Klappsitze im Intercity 2 – ist das des Rätsels Lösung? Die Bahn jedenfalls hüllt sich wie üblich in Schweigen. Auf Nachfrage unserer Zeitung sagt ein Bahn-Sprecher nur so viel: "Die Situation ist uns bekannt und wir nehmen die Problematik auch ernst und sind dazu in Gesprächen." Das war bereits am 1. Juni. Getan hat sich seither nichts.

ADFC: Kapazitäten erhöhen

Beim ADFC, der auch den durch Horb führenden Neckartalradweg betreut, betont man indes, dass von der Bahn schon viel Kredit verspielt wurde und so langsam etwas passieren müsse. "Erst preist man den Fortschritt an und dann streicht man die Vorteile für Radfahrer klammheimlich wieder zusammen.
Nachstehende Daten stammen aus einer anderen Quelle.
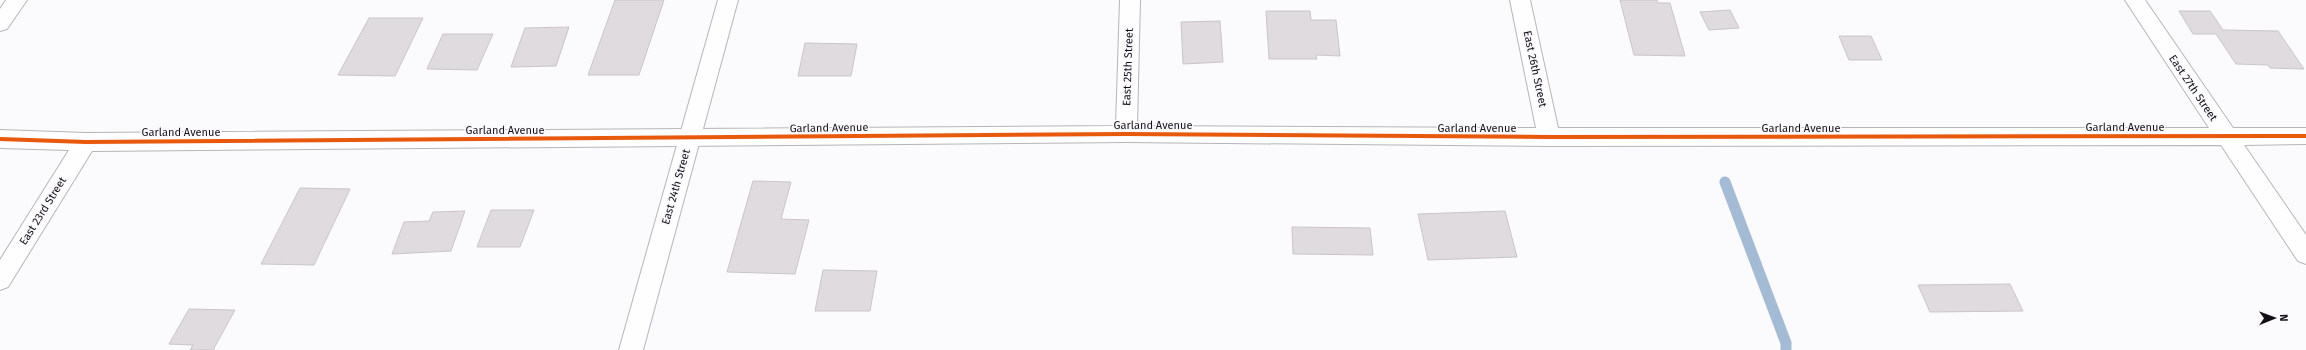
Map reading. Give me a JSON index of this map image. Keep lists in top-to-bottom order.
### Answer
{
  "streets": {
    "street": [
      "East 25th Street",
      "East 26th Street",
      "East 27th Street",
      "Garland Avenue",
      "East 24th Street",
      "East 23rd Street"
    ]
  },
  "crossings": [
    ["East 25th Street", "Garland Avenue"],
    ["East 26th Street", "Garland Avenue"],
    ["East 27th Street", "Garland Avenue"],
    ["Garland Avenue", "East 24th Street"],
    ["Garland Avenue", "East 23rd Street"]
  ],
  "north": "right"
}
Das wird vor allem auch als ganz schlechter Stil empfunden und wiegt daher bei Radfahrern umso schwerer, die sich schlichtweg verarscht fühlen", sagt ADFC-Landesgeschäftsführerin Lumma. Ihr Verband habe dem Verkehrsministerium die Situation bereits deutlich gemacht und eine Wiederherstellung der kostenfreien Fahrradmitnahme sowie eine Erhöhung der Kapazitäten gefordert. Über den Klappsitz-Vorschlag sagt Lumma: "Ob im IC 2 durch Umbau und Einführung von Multifunktionsabteilen höhere Kapazitäten geschaffen werden können, ist eine technische Frage, die die Bahn klären muss. Sollten im IC 2 keine weiteren Kapazitäten geschaffen werden können, können nur zusätzliche ›echte‹ Nahverkehrszüge auf dieser Strecke den Bedarf vor allem in der Radreisesaison abdecken."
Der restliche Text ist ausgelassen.